Dutch activists have long pushed back against the Zwarte Piet, or Black Pete, tradition, for which white people dress in blackface | Robin Utrecht/ANP/AFP via Getty Images

“Even the fact that we are now having this debate, that we are comparing ourselves to the U.S., to me that’s new,” she added. “It means people cannot, like they used to do, take for granted that nothing is happening here.”

Sihame Assbague, an activist and journalist who was formerly a spokesperson for a coalition against racial profiling in France, said she took the turnout in Paris — especially among young people — as a sign more people are becoming aware of the issues. “A lot of young people are saying, we’re fed up with police brutality, with structural racism and we are not going to keep silent anymore,” she said.

In some places, the dominoes have started to fall.

On Tuesday, the city of Antwerp removed a statue of Leopold II that had been defaced with red paint and set on fire. A petition to get rid of all statues of the former king, whose rule over the Belgian Congo generated mass wealth for Belgium and killed up to 10 million people, has gathered more than 60,000 signatures.

In the U.K., London Mayor Sadiq Khan announced a review of the capital’s landmarks and pledged to increase the representation of black and ethnic minority groups in the public realm, including street names, public squares and murals.

French authorities banned police from using chokeholds to carry out arrests, saying the method would no longer be taught in police schools. The interior minister also announced 30 investigations had been launched into allegations that police officers used racist slurs in 2019, following reports that police members had exchanged racist messages in private WhatsApp and Facebook groups. Police had responded to the allegations in a Twitter thread, saying, “There is no race in the police force, nor are there racialized people or racist oppressors.”

The city of Antwerp has removed a statue of King Leopold II. There has been renewed focus on the Belgian king’s colonial rule of the Congo, which resulted in the deaths of millions of people | Jonas Roosens/Belga/AFP via Getty Images

For years, activists in the Netherlands have campaigned to put an end to the country’s December 5 Zwarte Piet tradition, when crowds of white people black up their faces, wear afros and paint their lips red in celebration of St. Nicholas Day.
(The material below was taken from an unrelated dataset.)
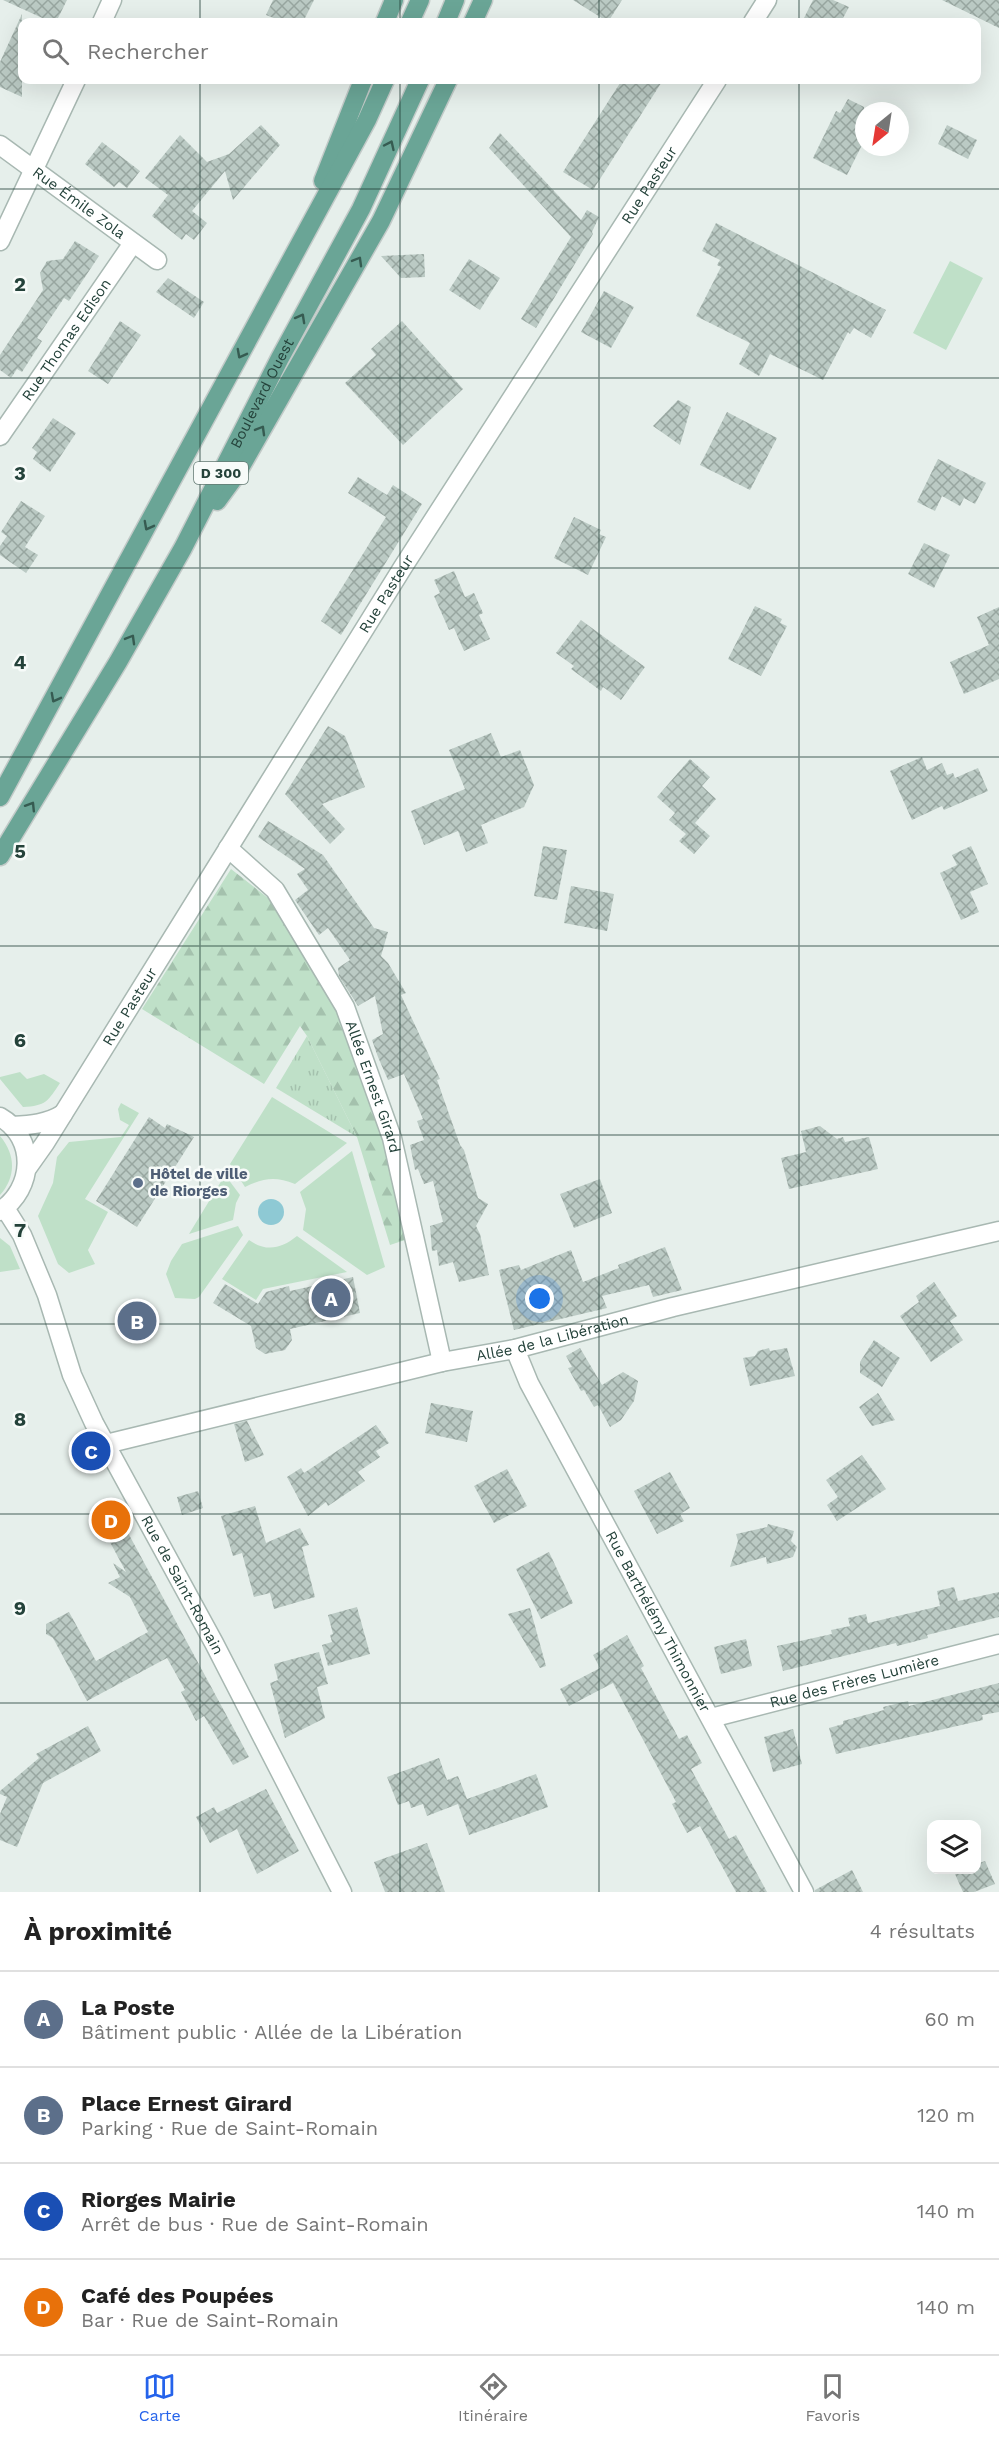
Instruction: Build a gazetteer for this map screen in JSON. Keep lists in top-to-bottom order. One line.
{"streets":{"main road":["Boulevard Ouest","D 300"],"street":["Rue Pasteur","Rue Émile Zola","Rue Thomas Edison","Allée Ernest Girard","Allée de la Libération","Rue de Saint-Romain","Rue Barthélémy Thimonnier","Rue des Frères Lumière"]},"crossings":[["Rue Pasteur","Allée Ernest Girard"],["Rue Pasteur","Rue de Saint-Romain"],["Rue Émile Zola","Rue Thomas Edison"],["Allée Ernest Girard","Allée de la Libération"],["Allée de la Libération","Rue de Saint-Romain"],["Allée de la Libération","Rue Barthélémy Thimonnier"],["Rue Barthélémy Thimonnier","Rue des Frères Lumière"]],"places":["Hôtel de ville de Riorges"],"north":"bottom left","page":{"search":"Rechercher","pins":["A","B","C","D"],"heading":["À proximité","4 résultats"],"list":[{"mark":"A","name":"La Poste","note":"Bâtiment public · Allée de la Libération","value":"60 m"},{"mark":"B","name":"Place Ernest Girard","note":"Parking · Rue de Saint-Romain","value":"120 m"},{"mark":"C","name":"Riorges Mairie","note":"Arrêt de bus · Rue de Saint-Romain","value":"140 m"},{"mark":"D","name":"Café des Poupées","note":"Bar · Rue de Saint-Romain","value":"140 m"}],"nav":["Carte","Itinéraire","Favoris"]},"grid":{"rows":["2","3","4","5","6","7","8","9"]}}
The frenzied debate happened every year, then typically died down again, as people insisted it was a harmless bit of fun and a Dutch tradition.

But last week, following anti-racism protests in Amsterdam and Rotterdam, Dutch Prime Minister Mark Rutte said his attitude to the tradition had undergone “major changes” after speaking to black children who told him they felt discriminated against. Rutte, who in 2014 admitted to having dressed up in blackface as part of the celebrations, predicted that in the next few years, there “will be no Zwarte Piets any more.”

“Politicians are shook up, they know they have to do something,” said Boubout, the Belgian activist. “The debate is finally happening. Not only in the streets, but on TV, in parliament. We’ve never seen that before.”